● Activity
Where a line in the listing below holds "grid", add it to the tally, and reply with that tally alone.
Raw data START
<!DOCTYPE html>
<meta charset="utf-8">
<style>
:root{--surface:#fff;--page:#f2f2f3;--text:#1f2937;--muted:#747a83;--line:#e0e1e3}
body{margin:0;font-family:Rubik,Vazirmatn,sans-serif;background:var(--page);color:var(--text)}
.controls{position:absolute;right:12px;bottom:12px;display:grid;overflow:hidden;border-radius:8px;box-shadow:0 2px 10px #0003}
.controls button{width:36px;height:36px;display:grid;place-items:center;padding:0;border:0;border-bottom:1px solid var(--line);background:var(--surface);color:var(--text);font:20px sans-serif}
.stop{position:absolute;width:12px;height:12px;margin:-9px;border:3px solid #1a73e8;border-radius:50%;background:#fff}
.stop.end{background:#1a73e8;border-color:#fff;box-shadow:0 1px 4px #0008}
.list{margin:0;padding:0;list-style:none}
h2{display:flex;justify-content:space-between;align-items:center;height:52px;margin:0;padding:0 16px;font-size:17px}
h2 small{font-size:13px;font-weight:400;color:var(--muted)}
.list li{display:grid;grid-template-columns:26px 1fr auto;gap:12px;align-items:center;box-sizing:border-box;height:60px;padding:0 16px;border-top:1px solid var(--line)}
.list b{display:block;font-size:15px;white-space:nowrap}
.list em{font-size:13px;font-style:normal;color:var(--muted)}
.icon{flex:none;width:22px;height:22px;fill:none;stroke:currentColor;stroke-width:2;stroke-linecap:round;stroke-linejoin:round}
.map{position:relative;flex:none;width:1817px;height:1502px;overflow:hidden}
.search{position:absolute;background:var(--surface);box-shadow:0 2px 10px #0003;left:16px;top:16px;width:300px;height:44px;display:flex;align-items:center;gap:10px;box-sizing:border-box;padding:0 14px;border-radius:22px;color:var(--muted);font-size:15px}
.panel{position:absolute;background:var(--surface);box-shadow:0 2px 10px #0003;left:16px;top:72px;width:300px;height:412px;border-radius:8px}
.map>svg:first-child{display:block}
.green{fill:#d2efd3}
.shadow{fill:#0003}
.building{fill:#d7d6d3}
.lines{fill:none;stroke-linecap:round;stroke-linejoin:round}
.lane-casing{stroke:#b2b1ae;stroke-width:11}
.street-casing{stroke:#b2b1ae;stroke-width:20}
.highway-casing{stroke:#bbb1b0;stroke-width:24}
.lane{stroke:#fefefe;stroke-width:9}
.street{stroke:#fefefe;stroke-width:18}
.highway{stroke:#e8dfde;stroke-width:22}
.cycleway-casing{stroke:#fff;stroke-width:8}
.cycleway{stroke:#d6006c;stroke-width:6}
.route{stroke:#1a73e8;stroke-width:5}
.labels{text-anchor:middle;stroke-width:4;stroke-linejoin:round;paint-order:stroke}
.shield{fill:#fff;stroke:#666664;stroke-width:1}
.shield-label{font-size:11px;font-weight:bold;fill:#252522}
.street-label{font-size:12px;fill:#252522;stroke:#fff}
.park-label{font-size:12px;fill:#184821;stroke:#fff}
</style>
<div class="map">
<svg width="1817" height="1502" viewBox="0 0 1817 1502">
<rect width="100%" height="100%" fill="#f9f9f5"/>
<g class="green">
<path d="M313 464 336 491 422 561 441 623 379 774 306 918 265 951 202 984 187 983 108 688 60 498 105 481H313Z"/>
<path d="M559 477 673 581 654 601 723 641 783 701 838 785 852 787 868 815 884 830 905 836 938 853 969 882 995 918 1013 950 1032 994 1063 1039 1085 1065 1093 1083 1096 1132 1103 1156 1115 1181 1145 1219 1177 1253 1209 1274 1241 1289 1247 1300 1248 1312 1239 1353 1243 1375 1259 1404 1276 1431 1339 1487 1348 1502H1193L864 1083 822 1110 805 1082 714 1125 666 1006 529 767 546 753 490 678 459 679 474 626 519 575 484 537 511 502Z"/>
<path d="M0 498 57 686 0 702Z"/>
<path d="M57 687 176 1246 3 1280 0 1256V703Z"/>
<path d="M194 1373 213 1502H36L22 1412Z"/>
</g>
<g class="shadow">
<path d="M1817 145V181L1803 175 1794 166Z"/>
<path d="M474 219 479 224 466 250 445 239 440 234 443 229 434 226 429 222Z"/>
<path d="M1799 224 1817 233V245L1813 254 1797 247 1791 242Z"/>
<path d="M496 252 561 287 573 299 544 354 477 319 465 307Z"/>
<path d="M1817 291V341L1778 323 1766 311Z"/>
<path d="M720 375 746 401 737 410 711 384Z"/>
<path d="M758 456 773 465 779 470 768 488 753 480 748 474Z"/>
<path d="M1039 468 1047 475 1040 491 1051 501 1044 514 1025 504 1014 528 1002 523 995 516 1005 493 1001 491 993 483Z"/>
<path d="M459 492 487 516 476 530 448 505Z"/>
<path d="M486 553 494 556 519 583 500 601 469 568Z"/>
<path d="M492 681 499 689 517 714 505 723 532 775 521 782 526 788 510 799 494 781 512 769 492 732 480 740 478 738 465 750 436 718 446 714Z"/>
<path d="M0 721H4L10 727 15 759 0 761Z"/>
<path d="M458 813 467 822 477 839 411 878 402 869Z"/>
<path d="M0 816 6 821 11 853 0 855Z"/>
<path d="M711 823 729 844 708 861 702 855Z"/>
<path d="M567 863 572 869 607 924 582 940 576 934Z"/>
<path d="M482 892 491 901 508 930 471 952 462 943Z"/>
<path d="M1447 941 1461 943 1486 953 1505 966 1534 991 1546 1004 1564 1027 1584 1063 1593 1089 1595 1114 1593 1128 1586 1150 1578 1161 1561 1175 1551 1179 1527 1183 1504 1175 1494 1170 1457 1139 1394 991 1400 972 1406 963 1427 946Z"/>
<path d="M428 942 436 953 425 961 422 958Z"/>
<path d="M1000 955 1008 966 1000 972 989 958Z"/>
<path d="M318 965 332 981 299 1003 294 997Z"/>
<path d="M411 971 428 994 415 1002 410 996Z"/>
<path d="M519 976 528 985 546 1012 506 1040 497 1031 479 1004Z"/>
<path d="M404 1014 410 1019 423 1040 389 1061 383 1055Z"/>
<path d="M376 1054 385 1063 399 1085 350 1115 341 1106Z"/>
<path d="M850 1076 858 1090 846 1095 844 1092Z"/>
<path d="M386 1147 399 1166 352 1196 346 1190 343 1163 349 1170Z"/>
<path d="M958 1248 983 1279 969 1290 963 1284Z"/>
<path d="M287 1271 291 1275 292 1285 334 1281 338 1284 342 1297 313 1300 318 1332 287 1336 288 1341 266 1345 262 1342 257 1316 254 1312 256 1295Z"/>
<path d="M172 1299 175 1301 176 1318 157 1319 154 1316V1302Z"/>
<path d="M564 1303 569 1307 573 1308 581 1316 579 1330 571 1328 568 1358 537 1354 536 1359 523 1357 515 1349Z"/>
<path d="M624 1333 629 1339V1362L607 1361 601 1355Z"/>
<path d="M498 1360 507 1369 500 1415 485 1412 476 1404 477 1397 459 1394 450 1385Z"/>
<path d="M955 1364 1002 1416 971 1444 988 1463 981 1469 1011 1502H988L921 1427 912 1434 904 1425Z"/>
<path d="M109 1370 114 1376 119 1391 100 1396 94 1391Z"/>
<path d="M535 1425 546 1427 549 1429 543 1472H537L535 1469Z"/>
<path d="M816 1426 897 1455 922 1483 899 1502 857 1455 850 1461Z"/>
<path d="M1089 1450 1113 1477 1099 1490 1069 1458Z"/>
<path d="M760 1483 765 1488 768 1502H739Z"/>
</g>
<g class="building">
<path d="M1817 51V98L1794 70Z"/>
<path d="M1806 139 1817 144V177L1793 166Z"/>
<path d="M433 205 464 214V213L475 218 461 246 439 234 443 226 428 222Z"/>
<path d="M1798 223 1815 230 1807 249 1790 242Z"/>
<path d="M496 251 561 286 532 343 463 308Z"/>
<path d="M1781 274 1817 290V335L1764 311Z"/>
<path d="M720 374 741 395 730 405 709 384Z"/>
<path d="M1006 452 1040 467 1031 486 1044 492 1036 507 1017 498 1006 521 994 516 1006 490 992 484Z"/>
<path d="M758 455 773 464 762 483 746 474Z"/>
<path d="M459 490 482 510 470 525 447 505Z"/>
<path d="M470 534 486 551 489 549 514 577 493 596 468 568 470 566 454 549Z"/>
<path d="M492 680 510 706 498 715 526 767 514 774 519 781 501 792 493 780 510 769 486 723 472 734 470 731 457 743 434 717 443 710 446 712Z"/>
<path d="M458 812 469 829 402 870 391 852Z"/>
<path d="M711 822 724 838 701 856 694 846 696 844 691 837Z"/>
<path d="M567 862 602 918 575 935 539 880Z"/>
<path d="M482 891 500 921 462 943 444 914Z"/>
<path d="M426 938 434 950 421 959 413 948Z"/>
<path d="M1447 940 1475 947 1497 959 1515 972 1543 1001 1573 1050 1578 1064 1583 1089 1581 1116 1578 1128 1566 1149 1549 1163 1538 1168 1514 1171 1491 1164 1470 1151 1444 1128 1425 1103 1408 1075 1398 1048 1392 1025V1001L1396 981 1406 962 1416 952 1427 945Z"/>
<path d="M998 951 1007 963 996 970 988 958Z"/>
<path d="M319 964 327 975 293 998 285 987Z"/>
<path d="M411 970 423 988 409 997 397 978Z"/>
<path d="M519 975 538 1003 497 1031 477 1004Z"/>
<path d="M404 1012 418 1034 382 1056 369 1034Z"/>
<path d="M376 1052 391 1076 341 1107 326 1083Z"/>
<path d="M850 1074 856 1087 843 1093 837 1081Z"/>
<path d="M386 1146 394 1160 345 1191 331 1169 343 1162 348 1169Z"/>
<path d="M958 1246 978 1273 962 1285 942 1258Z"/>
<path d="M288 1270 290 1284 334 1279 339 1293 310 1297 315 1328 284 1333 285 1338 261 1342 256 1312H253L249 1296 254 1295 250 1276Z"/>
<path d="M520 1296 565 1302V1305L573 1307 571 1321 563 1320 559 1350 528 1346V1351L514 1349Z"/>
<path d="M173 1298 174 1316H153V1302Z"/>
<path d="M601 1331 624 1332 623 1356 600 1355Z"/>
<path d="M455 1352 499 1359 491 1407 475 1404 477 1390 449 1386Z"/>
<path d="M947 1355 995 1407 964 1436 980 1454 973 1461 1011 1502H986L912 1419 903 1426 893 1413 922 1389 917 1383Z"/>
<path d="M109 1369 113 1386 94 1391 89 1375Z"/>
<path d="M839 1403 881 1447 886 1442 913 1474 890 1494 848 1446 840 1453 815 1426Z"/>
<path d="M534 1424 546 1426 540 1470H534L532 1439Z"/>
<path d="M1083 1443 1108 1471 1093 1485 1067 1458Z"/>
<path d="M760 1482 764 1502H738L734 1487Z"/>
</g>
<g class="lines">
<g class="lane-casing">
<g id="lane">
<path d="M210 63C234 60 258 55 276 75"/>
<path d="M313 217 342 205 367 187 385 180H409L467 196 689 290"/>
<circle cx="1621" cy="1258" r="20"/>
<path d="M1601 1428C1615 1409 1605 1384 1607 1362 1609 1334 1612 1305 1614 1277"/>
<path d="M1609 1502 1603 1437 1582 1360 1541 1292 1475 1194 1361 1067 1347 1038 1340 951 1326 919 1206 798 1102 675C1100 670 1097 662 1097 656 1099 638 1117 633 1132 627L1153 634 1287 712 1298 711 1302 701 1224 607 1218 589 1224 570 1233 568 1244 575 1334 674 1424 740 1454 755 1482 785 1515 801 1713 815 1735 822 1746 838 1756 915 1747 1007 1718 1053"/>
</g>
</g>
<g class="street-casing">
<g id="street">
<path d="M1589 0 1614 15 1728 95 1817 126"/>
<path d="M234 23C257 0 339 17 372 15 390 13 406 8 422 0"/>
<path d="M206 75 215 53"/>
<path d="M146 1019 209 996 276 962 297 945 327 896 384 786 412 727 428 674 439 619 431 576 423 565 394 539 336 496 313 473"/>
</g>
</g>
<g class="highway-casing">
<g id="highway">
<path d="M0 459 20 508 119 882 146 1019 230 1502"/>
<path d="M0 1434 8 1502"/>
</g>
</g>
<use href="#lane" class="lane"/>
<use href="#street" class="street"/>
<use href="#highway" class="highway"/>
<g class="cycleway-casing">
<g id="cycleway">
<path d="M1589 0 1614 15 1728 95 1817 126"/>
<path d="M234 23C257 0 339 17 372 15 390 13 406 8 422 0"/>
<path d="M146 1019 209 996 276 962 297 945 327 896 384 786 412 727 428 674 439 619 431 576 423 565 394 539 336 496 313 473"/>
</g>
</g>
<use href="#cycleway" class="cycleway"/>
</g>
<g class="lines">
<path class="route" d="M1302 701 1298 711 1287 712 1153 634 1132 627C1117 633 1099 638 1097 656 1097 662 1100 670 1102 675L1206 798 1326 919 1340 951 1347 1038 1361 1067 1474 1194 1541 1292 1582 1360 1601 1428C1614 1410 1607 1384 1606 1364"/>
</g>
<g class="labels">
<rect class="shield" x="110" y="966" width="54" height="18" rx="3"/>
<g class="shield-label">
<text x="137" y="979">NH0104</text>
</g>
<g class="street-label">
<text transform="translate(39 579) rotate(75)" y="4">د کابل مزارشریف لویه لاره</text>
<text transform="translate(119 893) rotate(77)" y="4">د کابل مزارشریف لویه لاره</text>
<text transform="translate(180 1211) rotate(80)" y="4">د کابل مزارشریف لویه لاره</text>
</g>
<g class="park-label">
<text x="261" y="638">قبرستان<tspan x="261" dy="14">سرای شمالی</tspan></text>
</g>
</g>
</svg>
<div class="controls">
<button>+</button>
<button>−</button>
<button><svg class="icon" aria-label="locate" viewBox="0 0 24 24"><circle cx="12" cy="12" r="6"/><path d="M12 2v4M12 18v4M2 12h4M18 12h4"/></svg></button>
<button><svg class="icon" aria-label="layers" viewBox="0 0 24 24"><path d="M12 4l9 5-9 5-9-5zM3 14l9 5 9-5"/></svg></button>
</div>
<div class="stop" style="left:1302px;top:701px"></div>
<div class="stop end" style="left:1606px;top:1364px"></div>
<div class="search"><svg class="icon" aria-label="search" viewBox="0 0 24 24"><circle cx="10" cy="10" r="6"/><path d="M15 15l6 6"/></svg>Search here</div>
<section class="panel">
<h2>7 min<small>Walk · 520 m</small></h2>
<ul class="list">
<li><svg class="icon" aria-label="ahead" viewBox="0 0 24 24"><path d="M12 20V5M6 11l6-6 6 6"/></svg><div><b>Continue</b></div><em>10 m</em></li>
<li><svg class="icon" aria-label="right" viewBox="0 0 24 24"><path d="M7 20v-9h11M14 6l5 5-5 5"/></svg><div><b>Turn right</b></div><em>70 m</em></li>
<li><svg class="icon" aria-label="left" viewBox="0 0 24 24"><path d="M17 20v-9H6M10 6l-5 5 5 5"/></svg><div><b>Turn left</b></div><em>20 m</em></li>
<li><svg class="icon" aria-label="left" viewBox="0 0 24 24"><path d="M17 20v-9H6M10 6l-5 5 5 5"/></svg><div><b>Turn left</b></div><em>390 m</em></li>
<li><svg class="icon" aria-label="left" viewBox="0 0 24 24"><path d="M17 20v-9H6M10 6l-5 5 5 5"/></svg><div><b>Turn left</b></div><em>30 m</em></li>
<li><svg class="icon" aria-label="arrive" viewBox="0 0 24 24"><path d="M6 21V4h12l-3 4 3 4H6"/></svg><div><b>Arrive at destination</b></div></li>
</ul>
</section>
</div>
Raw data END
● Solved exercise
3